Global gelişmeler eşliğinde Türkiye’nin yeni bir yol ayrımında olduğunu söyleyen Sarı, “Bütün bunların olduğu vaktin tam da cumhuriyetin yüzüncü yılına denk düşmesi, bizim için hayli kuvvetli bir metafor. Yani 100 yıl daha sonra bir sefer daha cumhuriyeti ihya etme, partilerin siyasetinin de üzerine çıkarak yeni bir parantez açma vakti. Bu partilerin parantezi değil. Sahiden Türkiye’nin birikimlerini kucaklayan bir parantez. Tüm problemlere dönüp bir daha bakmak örneğin… Yeni bir uzlaşma önermek gerekiyor. Tüm toplum kesitleriyle, üretim modeliyle Cumhuriyet’in yeni yüzyılı bu. Bu fazlaca yaşamsal ve tarihi bir yerde” diye konuştu.
“DÜNYANIN GEÇİŞ DÖNEMİ”
Covid-19 salgını daha sonrası dünyanın epey kutuplu nizama geçiş basamağını yaşadığını belirten Sarı, “AB’nin de bu kutuplardan biri olma argümanı var. Bilhassa Fransa fazlaca ihtiraslı savunuyor. Yani bir tarafta ABD, başkası tarafta AB, Çin, Hindistan ve Rusya. Fakat Rusya’yı bir kutup olarak anlamlandıramıyoruz çabucak hemen. Zira bunu taşıyacak bir iktisadi gücü yok.

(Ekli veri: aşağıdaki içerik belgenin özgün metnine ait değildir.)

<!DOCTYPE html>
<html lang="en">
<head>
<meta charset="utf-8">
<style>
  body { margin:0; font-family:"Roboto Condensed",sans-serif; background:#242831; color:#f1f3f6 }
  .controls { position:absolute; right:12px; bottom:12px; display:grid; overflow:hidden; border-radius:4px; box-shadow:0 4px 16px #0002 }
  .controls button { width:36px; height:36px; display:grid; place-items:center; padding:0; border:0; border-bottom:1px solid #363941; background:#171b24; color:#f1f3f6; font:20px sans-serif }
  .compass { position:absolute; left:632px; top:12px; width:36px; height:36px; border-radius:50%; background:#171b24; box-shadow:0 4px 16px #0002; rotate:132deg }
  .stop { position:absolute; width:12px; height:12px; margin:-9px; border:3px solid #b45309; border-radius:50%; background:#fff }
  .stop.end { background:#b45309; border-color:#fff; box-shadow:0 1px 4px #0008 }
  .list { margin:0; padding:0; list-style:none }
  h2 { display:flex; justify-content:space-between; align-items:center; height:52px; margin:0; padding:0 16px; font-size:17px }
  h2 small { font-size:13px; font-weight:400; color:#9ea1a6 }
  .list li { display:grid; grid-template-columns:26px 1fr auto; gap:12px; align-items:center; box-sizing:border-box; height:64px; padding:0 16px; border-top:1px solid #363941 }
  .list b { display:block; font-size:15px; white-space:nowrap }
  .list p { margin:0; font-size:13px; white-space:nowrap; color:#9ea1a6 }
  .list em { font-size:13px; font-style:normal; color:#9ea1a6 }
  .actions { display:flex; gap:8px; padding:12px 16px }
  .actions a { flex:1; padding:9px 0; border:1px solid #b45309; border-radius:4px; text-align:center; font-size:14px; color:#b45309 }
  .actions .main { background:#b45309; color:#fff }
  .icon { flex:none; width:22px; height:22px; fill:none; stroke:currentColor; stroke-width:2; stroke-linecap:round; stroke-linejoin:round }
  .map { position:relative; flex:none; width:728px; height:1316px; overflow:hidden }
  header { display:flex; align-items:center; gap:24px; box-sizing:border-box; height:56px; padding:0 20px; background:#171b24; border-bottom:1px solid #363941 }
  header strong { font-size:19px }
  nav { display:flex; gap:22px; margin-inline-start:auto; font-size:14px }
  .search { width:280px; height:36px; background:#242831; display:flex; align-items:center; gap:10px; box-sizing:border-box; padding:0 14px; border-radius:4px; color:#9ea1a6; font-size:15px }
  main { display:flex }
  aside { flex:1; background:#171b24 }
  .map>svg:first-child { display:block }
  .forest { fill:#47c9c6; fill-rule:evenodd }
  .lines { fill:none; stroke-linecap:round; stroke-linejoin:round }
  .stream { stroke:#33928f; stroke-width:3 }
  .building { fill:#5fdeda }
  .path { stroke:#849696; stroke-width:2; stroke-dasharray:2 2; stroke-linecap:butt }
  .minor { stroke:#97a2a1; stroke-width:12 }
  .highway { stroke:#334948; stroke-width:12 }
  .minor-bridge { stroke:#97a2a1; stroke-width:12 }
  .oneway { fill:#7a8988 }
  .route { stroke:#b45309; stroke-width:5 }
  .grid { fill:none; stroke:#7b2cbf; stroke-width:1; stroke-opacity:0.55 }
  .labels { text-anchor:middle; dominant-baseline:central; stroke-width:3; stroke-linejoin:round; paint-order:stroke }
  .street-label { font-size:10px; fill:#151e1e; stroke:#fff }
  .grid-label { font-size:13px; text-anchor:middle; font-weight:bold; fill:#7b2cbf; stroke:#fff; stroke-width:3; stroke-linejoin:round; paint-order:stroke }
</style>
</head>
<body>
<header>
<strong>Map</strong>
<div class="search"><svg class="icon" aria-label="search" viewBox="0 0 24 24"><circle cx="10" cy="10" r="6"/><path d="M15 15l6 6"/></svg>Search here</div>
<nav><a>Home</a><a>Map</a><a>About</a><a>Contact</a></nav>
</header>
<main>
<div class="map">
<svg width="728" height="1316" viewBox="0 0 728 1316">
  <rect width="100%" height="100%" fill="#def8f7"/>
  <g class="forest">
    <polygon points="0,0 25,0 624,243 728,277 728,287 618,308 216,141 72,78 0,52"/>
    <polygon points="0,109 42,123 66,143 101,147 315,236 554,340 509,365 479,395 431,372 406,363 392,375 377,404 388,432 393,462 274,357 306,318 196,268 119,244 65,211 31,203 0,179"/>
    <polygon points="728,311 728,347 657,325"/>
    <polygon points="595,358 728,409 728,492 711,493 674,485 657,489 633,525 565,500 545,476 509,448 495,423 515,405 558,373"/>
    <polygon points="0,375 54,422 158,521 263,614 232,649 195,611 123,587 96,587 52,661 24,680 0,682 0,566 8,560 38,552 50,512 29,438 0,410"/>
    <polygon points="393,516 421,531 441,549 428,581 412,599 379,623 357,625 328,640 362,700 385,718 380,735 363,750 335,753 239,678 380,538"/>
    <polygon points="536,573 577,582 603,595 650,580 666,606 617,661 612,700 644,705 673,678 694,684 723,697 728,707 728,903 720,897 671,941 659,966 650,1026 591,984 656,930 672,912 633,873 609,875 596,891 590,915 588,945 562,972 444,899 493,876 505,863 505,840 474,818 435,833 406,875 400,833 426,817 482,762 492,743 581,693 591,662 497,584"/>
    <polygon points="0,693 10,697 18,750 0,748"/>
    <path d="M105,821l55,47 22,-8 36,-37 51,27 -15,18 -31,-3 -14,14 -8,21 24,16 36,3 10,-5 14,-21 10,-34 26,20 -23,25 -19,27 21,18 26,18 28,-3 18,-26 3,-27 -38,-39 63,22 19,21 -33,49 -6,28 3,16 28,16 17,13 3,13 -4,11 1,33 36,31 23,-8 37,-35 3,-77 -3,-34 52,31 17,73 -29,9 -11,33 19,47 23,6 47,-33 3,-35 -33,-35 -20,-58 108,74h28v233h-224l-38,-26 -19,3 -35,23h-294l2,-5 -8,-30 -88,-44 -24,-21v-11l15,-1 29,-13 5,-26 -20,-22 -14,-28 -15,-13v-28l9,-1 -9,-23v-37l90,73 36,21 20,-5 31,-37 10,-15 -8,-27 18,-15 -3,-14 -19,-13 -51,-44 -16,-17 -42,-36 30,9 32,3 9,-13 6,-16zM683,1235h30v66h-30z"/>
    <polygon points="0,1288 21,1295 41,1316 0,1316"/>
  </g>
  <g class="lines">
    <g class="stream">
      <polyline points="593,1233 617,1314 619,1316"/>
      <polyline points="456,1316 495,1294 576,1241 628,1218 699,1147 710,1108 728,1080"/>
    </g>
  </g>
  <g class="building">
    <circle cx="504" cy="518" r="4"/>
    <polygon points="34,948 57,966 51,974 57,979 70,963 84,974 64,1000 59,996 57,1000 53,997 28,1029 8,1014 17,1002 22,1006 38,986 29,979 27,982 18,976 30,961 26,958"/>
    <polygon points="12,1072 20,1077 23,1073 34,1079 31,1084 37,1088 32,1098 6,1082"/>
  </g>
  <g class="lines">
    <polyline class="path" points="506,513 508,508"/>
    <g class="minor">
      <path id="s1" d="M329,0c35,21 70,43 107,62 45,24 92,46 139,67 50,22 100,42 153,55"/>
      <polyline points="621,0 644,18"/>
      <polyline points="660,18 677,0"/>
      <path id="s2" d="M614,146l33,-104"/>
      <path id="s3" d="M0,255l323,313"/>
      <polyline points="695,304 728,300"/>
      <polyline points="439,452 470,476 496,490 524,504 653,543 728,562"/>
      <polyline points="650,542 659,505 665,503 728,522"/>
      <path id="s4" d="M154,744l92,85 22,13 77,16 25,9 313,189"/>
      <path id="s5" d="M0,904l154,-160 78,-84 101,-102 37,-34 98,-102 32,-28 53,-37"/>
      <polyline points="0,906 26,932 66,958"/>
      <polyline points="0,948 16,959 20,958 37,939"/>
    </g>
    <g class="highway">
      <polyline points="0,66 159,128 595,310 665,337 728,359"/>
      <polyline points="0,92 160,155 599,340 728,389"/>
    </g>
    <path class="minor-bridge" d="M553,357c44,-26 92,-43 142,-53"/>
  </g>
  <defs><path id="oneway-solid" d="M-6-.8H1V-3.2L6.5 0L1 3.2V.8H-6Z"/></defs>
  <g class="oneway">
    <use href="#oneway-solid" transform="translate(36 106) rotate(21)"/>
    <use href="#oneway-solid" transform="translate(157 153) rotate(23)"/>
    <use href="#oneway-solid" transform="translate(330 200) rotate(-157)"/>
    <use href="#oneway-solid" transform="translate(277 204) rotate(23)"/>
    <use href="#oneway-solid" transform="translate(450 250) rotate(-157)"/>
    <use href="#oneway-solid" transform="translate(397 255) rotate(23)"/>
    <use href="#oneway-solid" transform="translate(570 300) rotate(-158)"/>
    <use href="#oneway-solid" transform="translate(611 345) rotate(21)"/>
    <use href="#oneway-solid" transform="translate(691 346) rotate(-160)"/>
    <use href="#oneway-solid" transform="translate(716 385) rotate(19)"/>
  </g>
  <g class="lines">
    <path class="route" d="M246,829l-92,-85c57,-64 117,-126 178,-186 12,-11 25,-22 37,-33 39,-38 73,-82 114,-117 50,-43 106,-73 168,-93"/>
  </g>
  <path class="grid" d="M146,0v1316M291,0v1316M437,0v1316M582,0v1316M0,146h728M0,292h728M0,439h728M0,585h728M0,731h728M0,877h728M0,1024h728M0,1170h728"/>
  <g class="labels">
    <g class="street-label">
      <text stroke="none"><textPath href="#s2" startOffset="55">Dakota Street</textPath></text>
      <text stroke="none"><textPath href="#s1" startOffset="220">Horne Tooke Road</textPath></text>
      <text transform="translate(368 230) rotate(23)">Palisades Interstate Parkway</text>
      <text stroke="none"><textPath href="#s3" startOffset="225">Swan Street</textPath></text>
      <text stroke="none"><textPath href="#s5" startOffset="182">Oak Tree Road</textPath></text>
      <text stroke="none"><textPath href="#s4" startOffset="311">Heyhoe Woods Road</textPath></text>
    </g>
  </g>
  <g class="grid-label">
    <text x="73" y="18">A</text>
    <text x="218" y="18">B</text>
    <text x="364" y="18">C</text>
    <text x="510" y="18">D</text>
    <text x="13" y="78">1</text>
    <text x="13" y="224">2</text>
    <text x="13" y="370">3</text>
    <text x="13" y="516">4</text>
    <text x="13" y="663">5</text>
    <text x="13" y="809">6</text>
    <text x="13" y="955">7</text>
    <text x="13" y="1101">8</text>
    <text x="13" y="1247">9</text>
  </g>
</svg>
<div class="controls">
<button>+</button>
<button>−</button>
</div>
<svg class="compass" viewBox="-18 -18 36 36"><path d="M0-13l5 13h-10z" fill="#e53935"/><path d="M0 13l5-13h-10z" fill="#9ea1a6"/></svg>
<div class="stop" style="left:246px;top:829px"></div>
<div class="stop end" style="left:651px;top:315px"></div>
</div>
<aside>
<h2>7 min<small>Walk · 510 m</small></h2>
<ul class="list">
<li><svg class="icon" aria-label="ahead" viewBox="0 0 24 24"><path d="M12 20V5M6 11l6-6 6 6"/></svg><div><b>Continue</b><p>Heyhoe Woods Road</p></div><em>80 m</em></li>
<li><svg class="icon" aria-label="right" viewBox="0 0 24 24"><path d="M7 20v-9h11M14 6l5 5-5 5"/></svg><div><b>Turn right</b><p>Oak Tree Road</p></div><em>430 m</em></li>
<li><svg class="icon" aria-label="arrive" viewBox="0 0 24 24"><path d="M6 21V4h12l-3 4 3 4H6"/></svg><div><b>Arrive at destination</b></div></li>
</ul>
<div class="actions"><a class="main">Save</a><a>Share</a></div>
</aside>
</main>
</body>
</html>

Değerli bir silah, güç gücü var lakin nüfus açısından yetersiz ve iktisadi gücü bunu sürdürebilecek durumda değil. ötürüsıyla AB’nin bir kutup oluşturma durumu var. NATO ortadan kalkmayacak fakat Rusya tehdidiyle, kısa vadede Atlantik’in iki yakasında Avrupa’nın biraz daha kendi yoluna gitme eğiliminde olacağını düşünüyorum” dedi.